In addition, Cal Coast had purchased another primary CGL policy with coverage for $1,000,000 from State Farm Fire and Casualty Insurance Company ("State Farm"). The effective dates of coverage for this policy were June 15, 1985 to June 15, 1986. Finally, Cal Coast also purchased a $5 million umbrella policy from Scottsdale which was specifically (but not exclusively) excess to the State Farm policy. Scottsdale's policy was effective from July 19, 1985 through June 14, 1986. It not only covered Cal Coast, but also Carley and the CRA.
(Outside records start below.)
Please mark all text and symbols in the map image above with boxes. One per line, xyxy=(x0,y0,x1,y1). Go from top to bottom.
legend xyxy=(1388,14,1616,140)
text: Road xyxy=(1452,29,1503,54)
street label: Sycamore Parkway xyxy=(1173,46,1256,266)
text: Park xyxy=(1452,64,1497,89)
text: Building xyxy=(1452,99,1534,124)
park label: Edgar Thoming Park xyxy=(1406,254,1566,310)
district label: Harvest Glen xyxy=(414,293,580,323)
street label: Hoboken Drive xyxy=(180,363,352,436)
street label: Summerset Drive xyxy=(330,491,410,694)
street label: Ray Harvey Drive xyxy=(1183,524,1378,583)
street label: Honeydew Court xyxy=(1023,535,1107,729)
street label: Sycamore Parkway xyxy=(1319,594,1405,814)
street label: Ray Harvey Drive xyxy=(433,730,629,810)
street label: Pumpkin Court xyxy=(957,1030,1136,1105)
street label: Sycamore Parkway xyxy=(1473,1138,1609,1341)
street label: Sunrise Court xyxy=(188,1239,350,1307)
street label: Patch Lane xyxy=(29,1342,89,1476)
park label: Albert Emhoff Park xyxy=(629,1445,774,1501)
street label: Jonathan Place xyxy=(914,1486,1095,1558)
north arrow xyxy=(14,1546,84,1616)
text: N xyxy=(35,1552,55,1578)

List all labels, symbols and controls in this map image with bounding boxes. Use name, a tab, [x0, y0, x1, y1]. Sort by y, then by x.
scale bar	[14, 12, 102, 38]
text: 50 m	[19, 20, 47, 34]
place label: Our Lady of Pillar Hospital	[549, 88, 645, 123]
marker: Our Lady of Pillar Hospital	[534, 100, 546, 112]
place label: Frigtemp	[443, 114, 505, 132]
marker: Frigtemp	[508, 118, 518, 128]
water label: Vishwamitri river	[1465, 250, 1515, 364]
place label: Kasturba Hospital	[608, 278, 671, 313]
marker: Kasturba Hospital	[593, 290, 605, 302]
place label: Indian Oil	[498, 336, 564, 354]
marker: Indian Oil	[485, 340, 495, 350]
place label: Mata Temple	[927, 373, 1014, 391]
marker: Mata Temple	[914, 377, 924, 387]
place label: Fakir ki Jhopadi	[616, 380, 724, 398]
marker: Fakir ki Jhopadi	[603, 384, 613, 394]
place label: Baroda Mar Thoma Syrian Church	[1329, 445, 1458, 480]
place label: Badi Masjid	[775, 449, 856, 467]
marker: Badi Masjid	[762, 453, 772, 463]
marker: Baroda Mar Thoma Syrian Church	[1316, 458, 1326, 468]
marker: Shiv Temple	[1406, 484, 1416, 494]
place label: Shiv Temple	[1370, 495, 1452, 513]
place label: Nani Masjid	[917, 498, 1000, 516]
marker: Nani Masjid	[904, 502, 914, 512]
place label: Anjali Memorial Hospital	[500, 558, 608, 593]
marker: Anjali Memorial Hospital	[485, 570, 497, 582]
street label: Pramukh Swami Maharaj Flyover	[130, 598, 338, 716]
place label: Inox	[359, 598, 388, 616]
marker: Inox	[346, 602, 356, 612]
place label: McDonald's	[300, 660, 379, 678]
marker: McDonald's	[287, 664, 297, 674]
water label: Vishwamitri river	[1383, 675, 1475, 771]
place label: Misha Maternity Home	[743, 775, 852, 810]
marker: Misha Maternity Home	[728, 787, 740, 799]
The relevant provisions of the Scottsdale policy 3 are as follows:

"DEFENSE, SETTLEMENT AND SUPPLEMENTARY PAYMENTS

[50 Cal.App.4th 335] "The company shall have the right and duty to defend any suit against the INSURED seeking damages which are payable under the above insuring Agreement, even if any of the allegations of the suit are groundless, false, or fraudulent, provided, however, that no other insurance affording a defense or indemnity against such a suit is available to the INSURED

"......

"UNDERLYING LIMIT--RETAINED LIMIT

"The Company shall be liable only for the ULTIMATE NET LOSS in excess of the greater of the INSURED'S: (A) Underlying Limit--An amount equal to the Limits of Liability indicated beside the underlying insurance listed in the Schedule of Underlying Insurance (Schedule A),[ 4] plus the applicable limits of any other underlying insurance collectible by the INSURED;

"...

"LIMITS OF LIABILITY

"... In the event of reduction or exhaustion of the aggregate limits of liability under said underlying insurance by reason of the payment of damages for PERSONAL INJURY, PROPERTY DAMAGE or ADVERTISING LIABILITY, which occur during each policy period, this policy, subject to the above limitations, shall:

(A) in the event of reduction pay in excess of the reduced underlying limits, or

(B) in the event of exhaustion continue in force as underlying insurance subject to all the terms and conditions of such underlying insurances.

"......

"OTHER INSURANCE: The insurance afforded by this policy shall be excess insurance over any other valid and collectible insurance available to the INSURED, whether or not described in the Schedule of Underlying Insurance....

"ENDORSEMENT NO. 2

"Subsidence Exclusion

[50 Cal.App.4th 336] "It is agreed that this policy shall not apply to any liability for Bodily Injury or Property Damage caused by the subsidence of land & arising out of or attributable to any operations of the insured." (Italics added.)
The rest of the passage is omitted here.